Patrice Lumumba | |
---|---|
1st Prime Minister of the Democratic Republic of the Congo | |
In office 24 June 1960 – 5 September 1960 |
|
President | Joseph Kasa-Vubu |
Deputy | Antoine Gizenga |
Preceded by | position established |
Succeeded by | Joseph Iléo |
Personal details | |
Born |
Élias Okit'Asombo 2 July 1925 Katakokombe, Belgian Congo (Now Congo-Kinshasa) |
Died | 17 January 1961 (aged 35) Near Élisabethville, Katanga (Now Lubumbashi, Congo-Kinshasa) |
Political party | Mouvement National Congolais |
Patrice Émery Lumumba (alternatively styled Patrice Hemery Lumumba) (2 July 1925 – 17 January 1961) was a Congolese independence leader and the first democratically elected prime minister of Congo. Lumumba played an important role for his country to be granted independence from Belgium, as a founder and leader of the mainstream Mouvement National Congolais (MNC) party,
Shortly after Congolese independence in 1960, a mutiny broke out in the army, marking the beginning of the Congo Crisis. Lumumba appealed to the United States and the United Nations for assistance to suppress the Belgian-supported Katangan secessionists. Both parties refused, so Lumumba turned to the Soviet Union for support. This led to growing differences with President Joseph Kasa-Vubu and chief-of-staff Joseph-Désiré Mobutu, as well as the foreign opposition of the United States and Belgium. Lumumba was subsequently imprisoned by state authorities under Mobutu and executed by a firing squad under the command of Katangan authorities. Following his death, he was widely seen as a martyr for the wider Pan-African movement.
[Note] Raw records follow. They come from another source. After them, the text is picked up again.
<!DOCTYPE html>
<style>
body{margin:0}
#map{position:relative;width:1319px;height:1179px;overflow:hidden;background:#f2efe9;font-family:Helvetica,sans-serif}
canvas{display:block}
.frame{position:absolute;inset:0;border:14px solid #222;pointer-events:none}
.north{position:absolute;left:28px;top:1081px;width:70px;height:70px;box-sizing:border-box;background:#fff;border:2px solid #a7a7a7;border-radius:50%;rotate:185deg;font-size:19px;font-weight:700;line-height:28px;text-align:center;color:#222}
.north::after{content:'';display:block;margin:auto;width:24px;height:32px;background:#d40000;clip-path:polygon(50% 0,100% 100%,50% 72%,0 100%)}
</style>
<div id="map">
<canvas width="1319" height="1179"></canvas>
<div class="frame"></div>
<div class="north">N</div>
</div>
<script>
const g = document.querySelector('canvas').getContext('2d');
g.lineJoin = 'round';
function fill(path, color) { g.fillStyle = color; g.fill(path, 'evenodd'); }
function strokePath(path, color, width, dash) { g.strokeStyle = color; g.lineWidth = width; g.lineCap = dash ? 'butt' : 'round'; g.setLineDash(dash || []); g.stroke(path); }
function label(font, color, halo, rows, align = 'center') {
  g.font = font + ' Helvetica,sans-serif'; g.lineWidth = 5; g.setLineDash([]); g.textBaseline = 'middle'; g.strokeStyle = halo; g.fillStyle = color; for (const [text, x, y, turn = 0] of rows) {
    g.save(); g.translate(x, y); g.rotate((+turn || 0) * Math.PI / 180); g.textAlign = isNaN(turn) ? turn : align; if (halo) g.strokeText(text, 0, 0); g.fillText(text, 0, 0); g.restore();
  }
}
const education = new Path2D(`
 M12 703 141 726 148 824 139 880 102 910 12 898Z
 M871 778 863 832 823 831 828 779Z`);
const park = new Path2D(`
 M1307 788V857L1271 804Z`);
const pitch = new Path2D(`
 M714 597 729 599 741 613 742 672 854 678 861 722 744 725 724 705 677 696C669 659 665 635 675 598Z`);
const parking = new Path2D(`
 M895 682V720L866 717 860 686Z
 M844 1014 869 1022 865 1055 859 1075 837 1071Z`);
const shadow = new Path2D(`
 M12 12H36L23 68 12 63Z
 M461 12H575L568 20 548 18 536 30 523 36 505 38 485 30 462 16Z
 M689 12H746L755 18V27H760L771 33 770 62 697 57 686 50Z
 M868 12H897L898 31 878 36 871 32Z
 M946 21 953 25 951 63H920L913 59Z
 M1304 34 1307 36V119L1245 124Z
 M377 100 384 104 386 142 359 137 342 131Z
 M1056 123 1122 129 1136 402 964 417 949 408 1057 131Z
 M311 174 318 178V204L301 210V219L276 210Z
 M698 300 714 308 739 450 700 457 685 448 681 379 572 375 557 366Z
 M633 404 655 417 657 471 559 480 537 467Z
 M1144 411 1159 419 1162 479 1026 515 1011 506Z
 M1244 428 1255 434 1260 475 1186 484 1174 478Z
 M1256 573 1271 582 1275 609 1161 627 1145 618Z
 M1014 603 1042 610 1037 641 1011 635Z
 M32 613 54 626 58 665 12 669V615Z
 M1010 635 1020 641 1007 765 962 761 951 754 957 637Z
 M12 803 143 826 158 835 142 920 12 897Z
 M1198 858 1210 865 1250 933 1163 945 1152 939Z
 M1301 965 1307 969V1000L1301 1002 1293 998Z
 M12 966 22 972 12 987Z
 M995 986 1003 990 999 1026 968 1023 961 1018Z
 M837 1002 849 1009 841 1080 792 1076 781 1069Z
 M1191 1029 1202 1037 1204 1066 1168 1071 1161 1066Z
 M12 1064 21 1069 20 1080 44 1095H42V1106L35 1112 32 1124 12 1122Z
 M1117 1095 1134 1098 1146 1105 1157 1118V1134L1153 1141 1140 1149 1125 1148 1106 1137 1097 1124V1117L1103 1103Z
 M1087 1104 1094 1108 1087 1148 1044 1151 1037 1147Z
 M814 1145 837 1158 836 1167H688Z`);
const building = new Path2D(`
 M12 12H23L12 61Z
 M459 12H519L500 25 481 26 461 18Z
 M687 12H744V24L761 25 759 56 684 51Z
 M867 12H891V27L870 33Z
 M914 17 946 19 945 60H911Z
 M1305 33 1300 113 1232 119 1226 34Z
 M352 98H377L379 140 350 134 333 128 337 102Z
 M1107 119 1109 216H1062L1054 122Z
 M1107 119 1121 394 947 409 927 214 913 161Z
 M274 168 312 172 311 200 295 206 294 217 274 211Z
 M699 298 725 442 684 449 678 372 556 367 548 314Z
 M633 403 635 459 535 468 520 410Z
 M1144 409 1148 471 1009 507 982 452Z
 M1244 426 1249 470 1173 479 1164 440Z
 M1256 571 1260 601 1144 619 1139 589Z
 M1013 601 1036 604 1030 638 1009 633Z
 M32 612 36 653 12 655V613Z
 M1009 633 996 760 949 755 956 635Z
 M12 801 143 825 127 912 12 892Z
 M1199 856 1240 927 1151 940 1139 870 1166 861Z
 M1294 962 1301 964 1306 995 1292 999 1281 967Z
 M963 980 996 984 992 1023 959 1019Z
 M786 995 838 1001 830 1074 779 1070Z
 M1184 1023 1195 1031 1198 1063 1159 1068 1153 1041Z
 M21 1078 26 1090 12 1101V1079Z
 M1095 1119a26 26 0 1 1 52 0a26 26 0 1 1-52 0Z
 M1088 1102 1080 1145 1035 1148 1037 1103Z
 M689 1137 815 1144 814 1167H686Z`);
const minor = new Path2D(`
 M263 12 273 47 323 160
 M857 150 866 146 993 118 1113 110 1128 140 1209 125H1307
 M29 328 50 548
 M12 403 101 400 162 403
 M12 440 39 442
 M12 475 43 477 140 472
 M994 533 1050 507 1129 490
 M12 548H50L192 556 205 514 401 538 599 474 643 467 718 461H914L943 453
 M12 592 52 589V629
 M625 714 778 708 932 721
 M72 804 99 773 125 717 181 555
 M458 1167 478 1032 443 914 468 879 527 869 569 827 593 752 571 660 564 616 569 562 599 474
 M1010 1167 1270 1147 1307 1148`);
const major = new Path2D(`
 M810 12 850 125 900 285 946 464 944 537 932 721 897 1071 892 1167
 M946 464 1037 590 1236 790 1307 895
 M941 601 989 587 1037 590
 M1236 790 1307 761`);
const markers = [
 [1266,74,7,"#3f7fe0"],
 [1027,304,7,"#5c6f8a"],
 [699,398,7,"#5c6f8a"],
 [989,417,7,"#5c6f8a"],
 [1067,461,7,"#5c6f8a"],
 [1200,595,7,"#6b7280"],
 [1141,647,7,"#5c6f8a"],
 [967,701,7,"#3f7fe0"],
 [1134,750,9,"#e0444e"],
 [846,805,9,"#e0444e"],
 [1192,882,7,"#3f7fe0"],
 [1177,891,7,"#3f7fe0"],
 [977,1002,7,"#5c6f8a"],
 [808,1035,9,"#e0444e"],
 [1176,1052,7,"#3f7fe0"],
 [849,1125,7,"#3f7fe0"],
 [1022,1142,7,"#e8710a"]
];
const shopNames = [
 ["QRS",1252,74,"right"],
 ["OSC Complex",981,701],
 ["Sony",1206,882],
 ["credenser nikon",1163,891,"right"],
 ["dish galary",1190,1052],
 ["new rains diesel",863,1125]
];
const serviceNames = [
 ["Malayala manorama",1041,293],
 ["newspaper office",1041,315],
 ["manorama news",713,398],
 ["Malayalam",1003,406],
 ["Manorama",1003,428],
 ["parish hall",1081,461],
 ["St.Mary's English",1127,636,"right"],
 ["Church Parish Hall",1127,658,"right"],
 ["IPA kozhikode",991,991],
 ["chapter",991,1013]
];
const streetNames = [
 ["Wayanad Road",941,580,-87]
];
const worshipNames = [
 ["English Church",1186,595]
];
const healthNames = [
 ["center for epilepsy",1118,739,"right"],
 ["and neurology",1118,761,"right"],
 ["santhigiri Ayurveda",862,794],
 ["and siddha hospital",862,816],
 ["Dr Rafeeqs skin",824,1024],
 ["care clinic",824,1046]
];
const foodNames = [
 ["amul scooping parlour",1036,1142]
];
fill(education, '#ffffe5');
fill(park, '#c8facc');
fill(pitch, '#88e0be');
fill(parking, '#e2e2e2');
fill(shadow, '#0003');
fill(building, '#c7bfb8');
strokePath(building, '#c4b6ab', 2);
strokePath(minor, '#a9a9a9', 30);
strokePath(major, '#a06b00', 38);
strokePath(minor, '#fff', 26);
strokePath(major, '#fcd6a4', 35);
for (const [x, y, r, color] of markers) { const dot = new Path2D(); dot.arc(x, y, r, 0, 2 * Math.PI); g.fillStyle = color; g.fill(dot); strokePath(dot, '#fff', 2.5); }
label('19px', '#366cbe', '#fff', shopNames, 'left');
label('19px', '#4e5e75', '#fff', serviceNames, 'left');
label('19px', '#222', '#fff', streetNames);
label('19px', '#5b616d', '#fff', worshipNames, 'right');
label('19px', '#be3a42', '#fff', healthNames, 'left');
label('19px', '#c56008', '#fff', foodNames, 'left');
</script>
Patrice Lumumba was born on 2 July 1925 to a farmer, François Tolenga Otetshima, and his wife, Julienne Wamato Lomendja, in Onalua in the Katakokombe region of the Kasai province of the Belgian Congo. He was a member of the Tetela ethnic group and was born with the name Élias Okit'Asombo. His original surname means "heir of the cursed" and is derived from the Tetela words okitá/okitɔ́ ('heir, successor') and asombó ('cursed or bewitched people who will die quickly'). He had three brothers (Ian Clark, Émile Kalema, and Louis Onema Pene Lumumba) and one half-brother (Tolenga Jean). Raised in a Catholic family, he was educated at a Protestant primary school, a Catholic missionary school, and finally the government post office training school, passing the one-year course with distinction. Lumumba spoke Tetela, French, Lingala, Swahili, and Tshiluba.